Half-Open
Generally the best practice in date-time handling is to define a span of time using the Half-Open approach where the beginning is inclusive while the ending is exclusive.
So a day starts with the first moment of one day and runs up to, but does not include, the first moment of the following day. This avoids the problem of trying to determine the infinitely-divisible fractional second of the last moment of the first day.
A month span starts with the first of the month and runs up to, but does include, the first day of the following month. So the month of February runs Feb 1st to March 1st, with no need to determine Leap Year, and no need to determine the length of any month.
Lunch period starts with noon and runs up to, but does not include, 1 PM: 12:00 – 13:00. The next class period runs from 1 PM to 2 PM: 13:00 – 14:00. This lunch period and class period nearly abut one another but do not overlap (because the lunch 13:00 is exclusive).

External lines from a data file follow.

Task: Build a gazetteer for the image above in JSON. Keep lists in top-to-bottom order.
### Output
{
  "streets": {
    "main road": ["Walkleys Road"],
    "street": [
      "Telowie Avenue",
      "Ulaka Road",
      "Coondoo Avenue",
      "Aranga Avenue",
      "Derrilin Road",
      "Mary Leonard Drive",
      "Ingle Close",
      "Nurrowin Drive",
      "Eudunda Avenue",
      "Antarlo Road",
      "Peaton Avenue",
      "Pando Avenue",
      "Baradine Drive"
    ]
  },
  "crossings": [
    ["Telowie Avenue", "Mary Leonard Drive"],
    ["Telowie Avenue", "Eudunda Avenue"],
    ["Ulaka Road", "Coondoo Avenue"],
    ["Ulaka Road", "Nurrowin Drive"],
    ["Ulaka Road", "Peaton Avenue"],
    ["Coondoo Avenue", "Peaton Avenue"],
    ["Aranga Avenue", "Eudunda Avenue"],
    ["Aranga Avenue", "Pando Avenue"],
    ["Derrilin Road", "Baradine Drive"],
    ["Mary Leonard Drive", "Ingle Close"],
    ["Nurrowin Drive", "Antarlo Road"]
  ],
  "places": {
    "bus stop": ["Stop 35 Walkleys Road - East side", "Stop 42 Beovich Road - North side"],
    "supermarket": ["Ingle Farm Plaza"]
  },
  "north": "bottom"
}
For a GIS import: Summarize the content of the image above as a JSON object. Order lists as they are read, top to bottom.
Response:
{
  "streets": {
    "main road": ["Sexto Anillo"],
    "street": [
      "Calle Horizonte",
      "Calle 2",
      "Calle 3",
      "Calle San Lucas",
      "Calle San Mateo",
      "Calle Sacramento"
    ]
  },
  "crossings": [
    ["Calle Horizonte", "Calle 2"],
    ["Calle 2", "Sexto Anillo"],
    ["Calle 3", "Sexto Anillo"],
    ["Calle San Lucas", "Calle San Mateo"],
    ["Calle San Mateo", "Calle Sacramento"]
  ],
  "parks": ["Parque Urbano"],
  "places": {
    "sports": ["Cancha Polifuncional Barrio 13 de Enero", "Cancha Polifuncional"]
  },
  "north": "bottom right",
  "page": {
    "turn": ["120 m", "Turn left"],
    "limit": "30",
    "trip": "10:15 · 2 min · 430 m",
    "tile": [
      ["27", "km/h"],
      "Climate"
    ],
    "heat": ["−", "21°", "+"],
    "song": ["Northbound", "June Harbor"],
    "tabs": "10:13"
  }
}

Also, using the Half-Open approach consistently throughout your codebase makes your code easier to read, with less cognitive burden. And the Half-Open approach makes intervals of stop-start moments abut one another nicely for easier comparisons.
Comparison
Comparing intervals is easy.
For overlap, ask if the start of interval X is before the stop of interval Y AND if the the stop of interval X is after the start of interval Y.
( X.start > Y.stop ) && ( X.stop > Y.start )
Objects
On Object-Oriented environments you should be writing a class to represent each stop-start interval. Build on the comparison code with methods such as “contains”, “overlaps”, etc.
java.time
In Java, we are fortunate to have the best date-time framework in the industry, java.time.
The built-in functionality is further extended by the classes of the ThreeTen-Extra project (the definition of java.time having been JSR 310).
In ThreeTen-Extra you’ll find the Interval
class for a pair of Instant
objects. An Instant
is a moment, a point on the timeline in UTC, with a resolution of nanoseconds. For a pair of date-only values (LocalDate
), use the LocalDateRange
class.
Both classes have already implemented all the comparison methods you’ll likely need.
- abuts
- contains
- encloses
- equals
- intersection
- isAfter
- isBefore
- isConnected
- isEmpty
- overlaps
- span
- union
These classes are open-source so you may peruse the algorithms.
Note that intersection
gives you an interval of the overlap between a pair of intervals.
The union
method gives you an interval with the earliest start and the latest stop. You can maintain an ever-growing unioned-interval of all the comparisons made so far. That tells you if the next comparison lies entirely before or entirely after all the previously-compared intervals, and thus saves you from needless comparisons.